七天抜刀斎-もとい泡沫天到斎(ほうまつてんとうさい。自分如き小さく儚く泡沫を生きるものでも、いつか剣の高みに到達出来るという願いを込めた)は深く溜息をついた。
-ヒスイ殿、お強かった…
辺りでは珍しく、糧食加工食ではなく、生鮮加工食を出すという、食に楽しみを見出した娯楽施設に、泡沫はいた。
野菜の塩漬けをつつきながら、先日の決闘に想いを馳せる。

一言で言うならば、全く歯が立たなかった。
相手は徒手空拳で、泡沫が武器を持っている有利は多分にあった。ただ、仮に武器が無くとも敗けていただろう。
走っては、後に動いたにも関わらず回り込まれる。
抜刀をしようとすれば、初動を見切られ柄を押さえられほぼ抜かせてもらえず。
避けては、それより速く拳が飛んできた。

最終的に、彼にとって渾身の一太刀、ヒスイにとって致命の一閃を、『見てから』避けられたとき泡沫は敗けを認め、直後飛んできた岩のような拳に脳を揺らされ昏倒したのだった。
顎が砕けなかったのは単なる幸運か、手加減があったのか判らない。

しかしながら、彼女の体捌きは、とてもでは無いが洗練されているとは言い難く、泡沫のように長年弛まぬ修練や研鑽を積んできたとは思えなかった。
寧ろ、よく判らない状況で大振りをしたり、勢いを止められず走り過ぎたりと、自身の身体能力を持て余しているようにさえ感ぜられた。

-不思議なお方だった。またお会いできるだろうか…

「そこに座すは、『昏倒斎』殿では無いですか〜」
侮蔑を含んだ嫌味たらしい声が投げかけられる。
肩越しに振り向くと、後ろの席に七天時代に用心棒をしていた賭博場の息子が、取り巻きと一緒ににやにやとこちらを見ていた。
「ここは生に近い食材を扱った高級店ですよ?先生のように眠たがりは木賃宿で充分では?」
素性の知れない余所者に完敗したという情報は凄まじい速さで裏社会に知れ渡ったようで、即日用心棒の職から放免された。
「父から実力に見合わない金をたんまり受けたんでしょうが……」口調が変わる「詐欺働いたって事だよなあ?俺たちのこと舐めてると承知しねえぞ?」
取り巻きが立ち上がると同時に、泡沫も席を立った。
お粗末な殺気が泡沫に集中する。
「店主、お金はこちらに」
かちんという音。
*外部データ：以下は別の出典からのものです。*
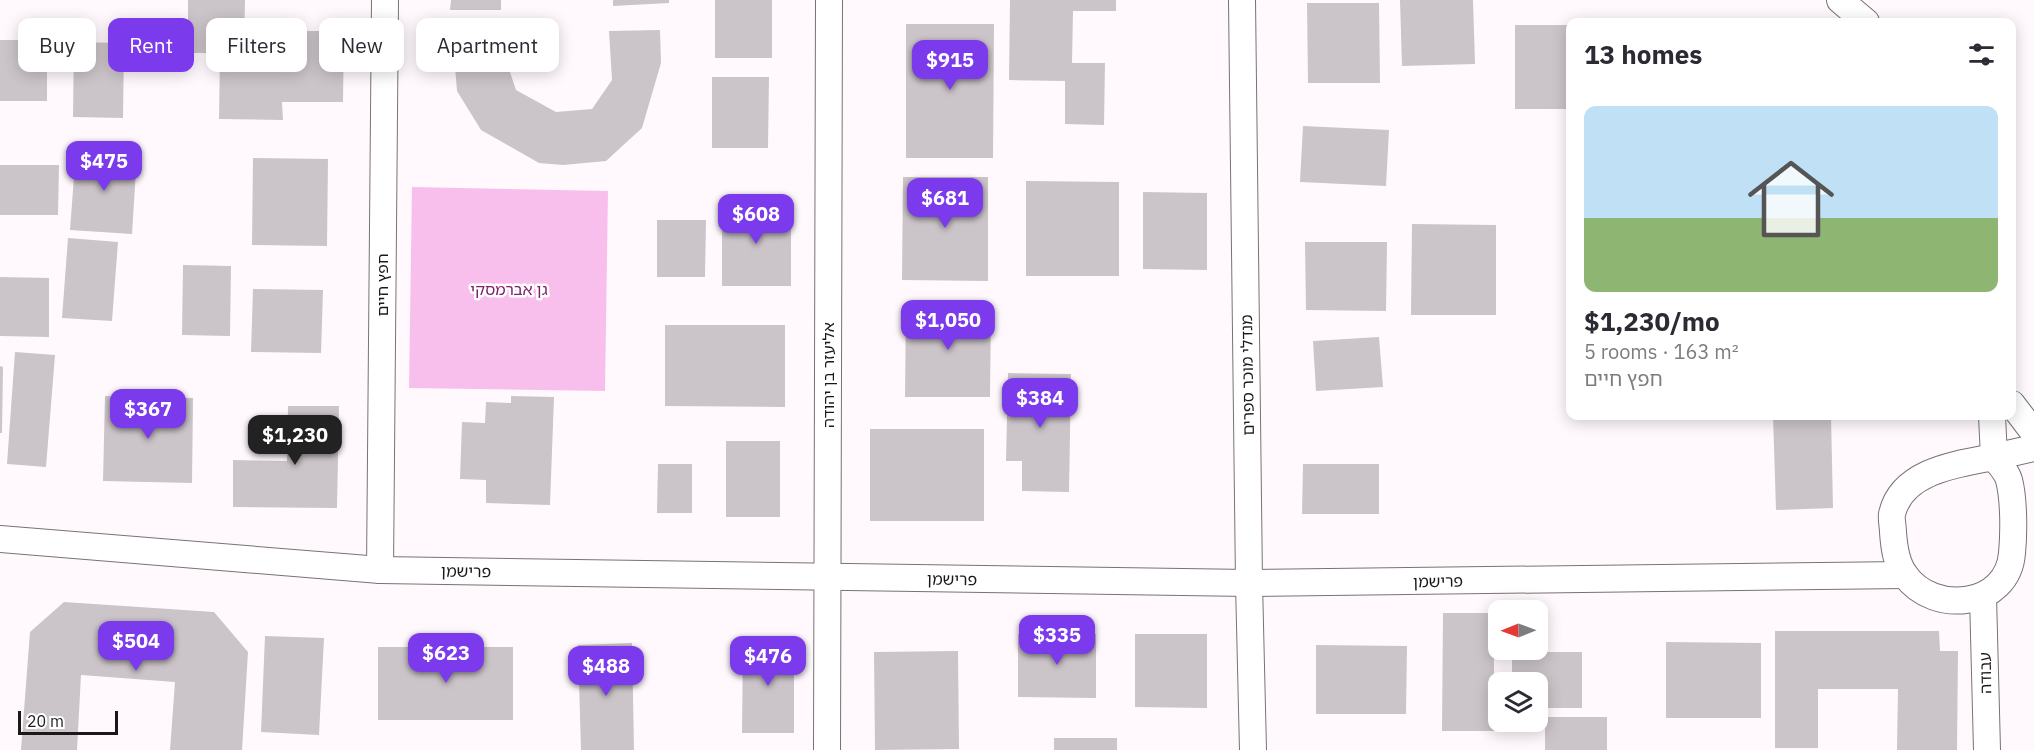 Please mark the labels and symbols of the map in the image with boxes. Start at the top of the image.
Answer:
pin: $915 [914,40,986,91]
pin: $475 [68,141,140,192]
pin: $681 [909,178,981,229]
pin: $608 [720,194,792,245]
street label: חפץ חיים [372,254,392,316]
park label: גן אברמסקי [470,279,548,299]
pin: $1,050 [899,300,997,351]
street label: מנדלי מוכר ספרים [1236,314,1258,436]
street label: אליעזר בן יהודה [818,322,838,428]
pin: $384 [1004,378,1076,429]
pin: $367 [112,389,184,440]
pin: $1,230 [246,415,344,466]
street label: פרישמן [441,561,491,581]
street label: פרישמן [927,569,977,589]
street label: פרישמן [1413,571,1463,591]
north arrow [1488,600,1548,660]
pin: $335 [1021,615,1093,666]
pin: $504 [100,621,172,672]
pin: $623 [410,633,482,684]
pin: $476 [732,636,804,687]
pin: $488 [570,646,642,697]
street label: עבודה [1975,652,1995,694]
scale bar [18,708,118,736]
いつのまにか泡沫の居た机に幾ばくかの硬貨が出現していた。
「ああ?話はまだ…」
「終わっているよ」
次の瞬間、息子の座っていた四脚椅子の後ろ脚中程に切れ目が入り「うわっ!!?」息子は床に仰向けに放り出されてしまう。
ちょうど泡沫の足元に頭が位置し、見上げる形で泡沫ち目が合う。
「なにが…」起こった?と言う前に「ふむ」と泡沫が鼻を鳴らす。
「お主が二代目『昏倒斎』を名乗れ」
そう言うと、泡沫は思い切り息子の側頭部を蹴り上げたのだった。

4/21/2024, 4:41:05 AM

「はい、どうぞ」
その声に、微睡みにあったアキラの意識は現実へ急激に引き揚げられた。
埋めていた膝頭から顔を上げると、目の前に金属製の容器が突き出されていた。
泣いていたからか、目が膝に押しつけられていたからか、若干視界がぼやけている。
その奥でいまいち表情の判らない鳥頭とアキラの視線がぶつかった。
「あ、ああ。ありがとう」
戸惑いながら受け取った容器には、澄んだ液体が五分ほど注がれ、天井の照明をゆらゆらと反射している。
なかなか口をつけない事を不思議に思ったのか、イハは「これは、人族が飲んでも良いほど浄水してます、良い水です」と補足された。
-そういう訳では…
と思いつつも、水を口に含むと、身体が渇水していた事に気付いたように、一気に飲み干してしまった。
「…ヒスイ様は」それを待っていたようにイハはアキラに話しかけてくる。
「毒が抜けるまで一晩、頸が完全に繋がるまで追加二晩、眼球や肺などの再構成で四晩かかります。毒の除去の副作用で恐らく身体機能が著しく上昇しますよ」
一拍置いて、アキラは容器を投げ捨ててイハに詰め寄った。
「眼と肺…再構成って…どういう事だよ!?ヒスイの治療だけじゃないのか!」
頭では、あの時イハに頼る以外の選択肢がなかったこと、恐らく全くこの器械族に害意はなく純粋に保護してくれたことは理解できていたが、それでも怒鳴る事を止めることはできなかった。
「はい、人族にとって、空気も有毒ですので、生まれ落ちるまたは生まれた後に、処置が為されます。しなくとも直ぐに死亡することはないですが、生存年齢は短いでしょうね」
イハはアキラの質問に淡々と答える。
「ヒスイ様はご指示のとおり未処置でしたので、今後侵され無いよう再構成をしておりますよ?」
「てことは、俺も?」
「はい、アキラ様にも受けさせるように指示されております」
「ヒスイが?」
「はい」
−治療のとき外にいたから、そこで伝えたのか
「ちなみに断ることは?」
「自由意志でございますよ、そうする場合は防毒防塵の防護装備を用意しますから。人族にはひどく苦しいですから、不利益の方が大きいですね」
「…怒鳴って悪かったよ。解った」
アキラはヒスイが目覚めるのを待って、施術を受けることにした。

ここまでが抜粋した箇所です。